Files = list.files(InputDir)
CoexprFiles <- list.files(InputDir.stability)We define the different conditions of the comparison in order to grep them in an efficient way and avoid taking different files.
#All subunits
Comps <- c("Neur.Stem","NPC.iPS","Neu.IPS","Neu.NPC",
"DIV3.DIV0","DIV10.DIV0","DIV10.DIV3","DIV5.DIV1","DIV14.DIV1","DIV14.DIV5")We then collect the info from different species, in a dataframe called Dataset. The SwitchFile variables contains the filename of the different files that stores the comparison of paralog pairs that are part of protein complexes during neuronal differentiation.
Species = c("drerio","rnorvegicus","hsapiens","mmusculus","drerio")
Dataset = c("Drerio","Frese","Djuric","MouseTMT","DrerioRNASeq")
Dataset = data.frame(Dataset = Dataset,Species=Species)
rownames(Dataset) = Dataset$Dataset
SwitchFile = Files[grep("PutativeSwitch",Files)]
Stability = CoexprFiles[grep("subunits_stability",CoexprFiles)]We now select only file names that matches our comparison that we want to consider. This in order to avoid any different files to be considered in our analysis.
SwitchFile <- SwitchFile[grep(paste(Comps,collapse = '|'),SwitchFile)]
Stability <- Stability[grep(paste(Comps,collapse = '|'),Stability)]Here we read all the files from the output of 06-ComplexesCoExpressionMSData and we collect them inside the ParalogsList variable. This contains the protein-coexpression values for each subunits in the different complexes, comparing paralog pairs. While StabilityList just contains the coexpression values for single subunits across all datasets.
#Change Directory
setwd("../ComplexScript/")
#********************************************
#********************************************
#RUN THIS PART AFTER SETTING PARAMETERS
#ParalogsList
#Load Files
ParalogsList = lapply(SwitchFile,function(x){read.csv(paste(InputDir,x,sep=""),stringsAsFactors=FALSE)})

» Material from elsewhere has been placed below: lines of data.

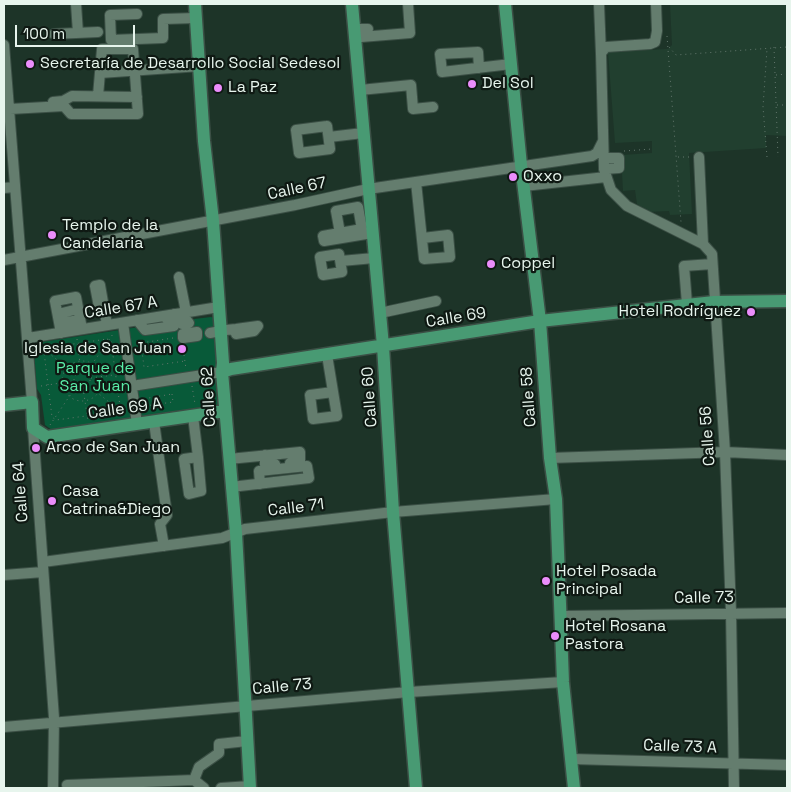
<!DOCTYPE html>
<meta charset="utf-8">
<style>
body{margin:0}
#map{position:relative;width:791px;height:792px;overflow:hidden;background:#1d3428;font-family:"Space Grotesk",sans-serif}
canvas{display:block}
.frame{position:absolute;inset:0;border:5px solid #e7f5ed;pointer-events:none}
.scale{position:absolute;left:15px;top:25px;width:120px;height:22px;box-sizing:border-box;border:2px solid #e7f5ed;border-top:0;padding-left:6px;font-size:15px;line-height:18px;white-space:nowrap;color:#e7f5ed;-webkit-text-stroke:4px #0f1913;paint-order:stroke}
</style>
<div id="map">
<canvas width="791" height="792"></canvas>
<div class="frame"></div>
<div class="scale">100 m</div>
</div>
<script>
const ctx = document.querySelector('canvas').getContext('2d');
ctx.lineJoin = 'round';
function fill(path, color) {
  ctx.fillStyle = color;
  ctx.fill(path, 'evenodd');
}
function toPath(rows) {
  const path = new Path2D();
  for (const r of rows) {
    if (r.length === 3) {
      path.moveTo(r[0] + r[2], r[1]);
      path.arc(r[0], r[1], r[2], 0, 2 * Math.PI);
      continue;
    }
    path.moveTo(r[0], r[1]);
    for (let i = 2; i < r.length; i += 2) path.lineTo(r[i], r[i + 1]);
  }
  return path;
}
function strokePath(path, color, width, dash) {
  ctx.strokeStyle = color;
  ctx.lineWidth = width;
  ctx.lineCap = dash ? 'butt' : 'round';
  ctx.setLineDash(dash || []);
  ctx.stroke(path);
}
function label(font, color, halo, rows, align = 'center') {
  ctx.font = font + ' "Space Grotesk",sans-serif';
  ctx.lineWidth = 4.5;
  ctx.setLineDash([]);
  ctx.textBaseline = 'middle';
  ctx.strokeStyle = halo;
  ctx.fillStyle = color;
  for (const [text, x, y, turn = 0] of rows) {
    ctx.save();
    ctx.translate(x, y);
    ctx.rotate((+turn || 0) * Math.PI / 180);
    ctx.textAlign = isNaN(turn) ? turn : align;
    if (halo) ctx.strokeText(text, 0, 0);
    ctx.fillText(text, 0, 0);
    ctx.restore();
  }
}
fill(toPath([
 [670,4,787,4,787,136,766,135,766,148,689,153,692,214,670,215,669,211,647,212,637,204,635,190,623,191,621,155,652,153,652,141,615,143,608,52,668,49,672,45]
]), '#213f2f');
fill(toPath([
 [211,317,214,318,220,400,217,405,52,430,45,425,41,395,37,389,34,352,42,342,139,327,188,325,194,319]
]), '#085a39');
const minor = toPath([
 [76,4,78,33],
 [599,4,601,54],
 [656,4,657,31,655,42,650,44,606,47,601,53,604,169,611,190,627,206,703,244,712,254,725,452,731,612,734,788],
 [137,14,110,15,111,40,163,38,163,19,196,18],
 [355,29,368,29],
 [54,34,98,32],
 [361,37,410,33,408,4],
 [4,45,32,402],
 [479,68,478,52,440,54,442,72,511,64],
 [100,73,200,66],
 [360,90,411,85,413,109,433,107],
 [53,102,63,101,72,96,137,97],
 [10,109,64,106,71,114,138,114,133,49,102,49,98,96],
 [327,126,330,149,299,153,296,130,327,126],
 [329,137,363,133],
 [699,157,703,244],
 [604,158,619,158,619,168,604,169],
 [416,182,424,259,450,257,448,235,423,238],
 [524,186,606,177],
 [4,188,15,187],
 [340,233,336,211,358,207,362,229,323,236,324,241,372,233],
 [339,254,342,272,323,275,320,257,339,254],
 [4,260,295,205,368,189,592,156,597,153,603,141],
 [341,261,374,258],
 [179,277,186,312],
 [687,304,684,266,712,264],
 [104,306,99,307,95,286,100,285,107,325],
 [380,313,436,301],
 [58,314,78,309],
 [174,314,182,324,189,323,181,313],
 [137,320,145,330,174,326,164,316],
 [60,323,80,320],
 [123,323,137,424],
 [197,332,197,336,183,338,183,334,197,332],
 [61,333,55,301,76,297,82,329],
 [210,333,221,331,226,330,236,329,258,326,254,331,236,334,236,329],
 [28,338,219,307],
 [327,355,337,416,313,419,310,395,333,392],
 [132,386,222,372],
 [193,416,198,457,201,491,189,494,184,459,198,457],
 [154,422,167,515,160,524,164,546],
 [33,428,54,718,53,788],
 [265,455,265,465,275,464],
 [550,458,725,452,787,455],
 [229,459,300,452,300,462,290,463],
 [231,487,309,478,307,466,259,471,260,484],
 [43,562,222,538,245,529,393,512,556,499],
 [4,575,43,572],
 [561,616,787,613],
 [4,727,409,692,563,682],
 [572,759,787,765],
 [194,780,204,788],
 [67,785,194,780,199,767,219,753,219,744,247,741],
 [221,788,250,786]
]);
const major = toPath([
 [195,4,204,141,213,221,223,363,222,372,236,533,250,788],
 [352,4,383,346,393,512,416,788],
 [505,4,521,165,540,321,550,458,556,499,563,682,574,788],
 [222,372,231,369,540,321,714,302,787,301],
 [4,405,32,402,33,428,47,437,225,411]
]);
strokePath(minor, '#3b4f45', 12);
strokePath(major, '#3b4f45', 15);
strokePath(toPath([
 [667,36,681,222],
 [669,47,676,55,787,47],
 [774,47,778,157],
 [776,75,787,74],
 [777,105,787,105],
 [624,151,652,149],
 [678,157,689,157],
 [767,157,763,107,767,49],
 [173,338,141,343,144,367,185,361],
 [77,339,81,372],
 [107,339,111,341,120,406,116,412,56,420,52,417,44,352,47,348,107,339],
 [40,346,76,375],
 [138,354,152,352],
 [184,355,186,369],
 [82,381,20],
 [82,380,8],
 [86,373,113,334],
 [91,378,121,374],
 [88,385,125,415],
 [41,386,74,381],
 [192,386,195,404],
 [83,388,88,421],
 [172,394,173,402,145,406,143,399,172,394],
 [50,425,77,385]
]), '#64786e', 1, [1, 4]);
strokePath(minor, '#647d6e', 10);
strokePath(major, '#489a73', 12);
strokePath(toPath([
 [158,65,159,73]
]), '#64786e', 1, [1, 4]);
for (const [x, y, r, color] of [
 [30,64,5,"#eb8dfb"],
 [472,84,5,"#eb8dfb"],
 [218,88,5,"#eb8dfb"],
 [513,177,5,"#eb8dfb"],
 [52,235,5,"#eb8dfb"],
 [491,264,5,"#eb8dfb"],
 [751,312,5,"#eb8dfb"],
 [182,349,5,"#eb8dfb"],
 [36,448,5,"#eb8dfb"],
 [52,501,5,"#eb8dfb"],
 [546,581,5,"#eb8dfb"],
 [555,636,5,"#eb8dfb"]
]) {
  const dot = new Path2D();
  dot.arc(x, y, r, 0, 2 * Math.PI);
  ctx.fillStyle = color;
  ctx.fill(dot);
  strokePath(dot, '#0f1913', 2);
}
label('16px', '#e7f5ed', '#0f1913', [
 ["Secretaría de Desarrollo Social Sedesol",40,64],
 ["Del Sol",482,84],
 ["La Paz",228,88],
 ["Oxxo",523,177],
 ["Templo de la",62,226],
 ["Candelaria",62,244],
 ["Coppel",501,264],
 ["Hotel Rodríguez",741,312,"right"],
 ["Iglesia de San Juan",172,349,"right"],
 ["Arco de San Juan",46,448],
 ["Casa",62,492],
 ["Catrina&Diego",62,510],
 ["Hotel Posada",556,572],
 ["Principal",556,590],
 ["Hotel Rosana",565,627],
 ["Pastora",565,645]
], 'left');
label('16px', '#e7f5ed', '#0f1913', [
 ["Calle 67",297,189,-12],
 ["Calle 67 A",121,308,-9],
 ["Calle 69",456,318,-9],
 ["Calle 62",209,397,-93],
 ["Calle 60",370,397,-94],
 ["Calle 58",529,397,-94],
 ["Calle 69 A",125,409,-8],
 ["Calle 56",708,436,-94],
 ["Calle 64",21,492,-94],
 ["Calle 71",296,508,-7],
 ["Calle 73",704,598,-1],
 ["Calle 73",282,687,-5],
 ["Calle 73 A",680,747,2]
]);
label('16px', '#5aeda8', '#0f1913', [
 ["Parque de",95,369],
 ["San Juan",95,387]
]);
</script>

names(ParalogsList) = SwitchFile
#StabilityList
StabilityList = lapply(Stability,function(x){read.csv(paste(InputDir.stability,x,sep=""),stringsAsFactors=FALSE)})
names(StabilityList) = StabilityWe first bind together the information coming from the complexes co-expression analysis. We extract the information coming from the species and conditions, and finally we also order them as factor, based on the Comps variable, for future plotting purpose.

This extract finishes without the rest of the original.